I LOVE this! Nordstrom's was sold out so I'm going to get it at Sephora


----------



## prinzessin784 (Dec 31, 2006)

Quote:

   Originally Posted by *kaliraksha* 

 
_I love Crystal Noir so I instantly knew I wanted to smell this. However, I'm not sure it's for me. It is too light and I havent found the defining quality in it for me yet._

 
I like Crystal Noir MUUUUCH better than the Bright Crystal.


----------



## mommamacgurl (Jan 14, 2007)

I love this! I 
	

	
	
		
		

		
			





 just bought it today and i'm wearing it out to dinner tonight!


----------



## ELEMNOP (Jan 16, 2007)

I haven't smelled this yet, but I hope I can soon! How is the scent? Floral-y?


----------



## sabn786 (Apr 5, 2007)

i loveeeeeeee this one..i got it as one of those little sample things from macys and i think its so nice...but i feel like you cant OD on this otherwise its too much..but maybe its just me..


----------



## d_flawless (Apr 5, 2007)

i like it, but at the same time, i think people just buy versace perfume for the name...i don't really think their stuff is all that wonderful


----------



## jenee.sum (Sep 4, 2009)

ok...guess i'm a little late on the banwagon, but i got this last week. it was on sale for $19.99 for 30mL at SDM. i originally smelt it on one of my kid's parent from work and i asked her what it was. then the following weekend, it went on sale at work. so i got 4...i went crazy. but i freaking LURVEEEE it! it IS light, and after a few hours i can't smell it on myself, but other ppl can. so i guess my nose just gets use to it.

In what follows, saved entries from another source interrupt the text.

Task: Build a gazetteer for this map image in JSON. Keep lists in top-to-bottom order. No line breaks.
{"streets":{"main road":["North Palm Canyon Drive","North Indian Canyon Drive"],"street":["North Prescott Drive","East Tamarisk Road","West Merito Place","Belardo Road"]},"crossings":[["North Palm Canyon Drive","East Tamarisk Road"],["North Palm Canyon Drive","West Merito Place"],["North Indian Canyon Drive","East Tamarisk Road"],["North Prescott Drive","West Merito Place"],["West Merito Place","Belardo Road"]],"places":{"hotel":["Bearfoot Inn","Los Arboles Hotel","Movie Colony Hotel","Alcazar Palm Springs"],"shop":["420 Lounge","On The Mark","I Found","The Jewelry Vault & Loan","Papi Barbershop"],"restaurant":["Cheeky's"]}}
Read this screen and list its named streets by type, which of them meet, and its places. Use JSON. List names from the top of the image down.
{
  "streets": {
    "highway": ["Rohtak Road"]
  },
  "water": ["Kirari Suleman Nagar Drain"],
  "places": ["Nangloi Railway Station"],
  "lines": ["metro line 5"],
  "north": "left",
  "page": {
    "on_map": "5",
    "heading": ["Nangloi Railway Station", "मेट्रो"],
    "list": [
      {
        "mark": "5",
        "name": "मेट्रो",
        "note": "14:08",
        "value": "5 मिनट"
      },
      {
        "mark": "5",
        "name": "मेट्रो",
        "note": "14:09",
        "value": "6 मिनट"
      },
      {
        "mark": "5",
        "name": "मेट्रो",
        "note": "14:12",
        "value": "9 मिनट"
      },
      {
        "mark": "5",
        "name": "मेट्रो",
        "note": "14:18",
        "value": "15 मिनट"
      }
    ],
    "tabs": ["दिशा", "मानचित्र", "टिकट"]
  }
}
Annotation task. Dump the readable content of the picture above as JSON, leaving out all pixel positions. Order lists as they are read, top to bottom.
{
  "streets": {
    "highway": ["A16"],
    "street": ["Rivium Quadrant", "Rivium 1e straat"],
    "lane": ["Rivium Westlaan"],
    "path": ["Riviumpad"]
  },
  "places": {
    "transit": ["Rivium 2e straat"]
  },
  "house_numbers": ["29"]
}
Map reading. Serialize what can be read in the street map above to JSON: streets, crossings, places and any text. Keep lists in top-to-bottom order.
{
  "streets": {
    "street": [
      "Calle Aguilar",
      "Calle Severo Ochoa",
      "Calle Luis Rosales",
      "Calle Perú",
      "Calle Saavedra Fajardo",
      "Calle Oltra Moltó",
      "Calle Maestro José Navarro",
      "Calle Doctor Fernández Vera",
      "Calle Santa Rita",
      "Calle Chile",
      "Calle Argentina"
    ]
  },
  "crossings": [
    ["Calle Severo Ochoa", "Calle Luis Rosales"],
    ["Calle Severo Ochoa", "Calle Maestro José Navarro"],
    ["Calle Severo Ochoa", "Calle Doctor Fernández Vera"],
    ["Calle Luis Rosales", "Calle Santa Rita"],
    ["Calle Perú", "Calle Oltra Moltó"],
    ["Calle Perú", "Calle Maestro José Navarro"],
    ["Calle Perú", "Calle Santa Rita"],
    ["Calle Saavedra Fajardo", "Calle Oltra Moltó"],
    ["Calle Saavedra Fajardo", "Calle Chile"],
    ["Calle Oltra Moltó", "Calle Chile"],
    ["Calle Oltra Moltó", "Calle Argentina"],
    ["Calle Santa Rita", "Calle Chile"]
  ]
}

i give it a 10/10!! i wish my body wash, shampoo, laundry detergent, etc all smelt like it.


----------



## ny love (Sep 22, 2009)

I love it, one of mine favorite summer perfume 
	

	
	
		
		

		
		
	


	




 and the bottle is such a beauty but heavy as hell.


----------



## Aliki (Sep 22, 2009)

I like it, but too light for my own taste. I want a smell that lingers in the room when I leave it


----------



## MAC-Addict03 (Nov 25, 2009)

I just bought this and I love it! Def one of my favorites along with Viva La Juicy by Juicy Couture lol


----------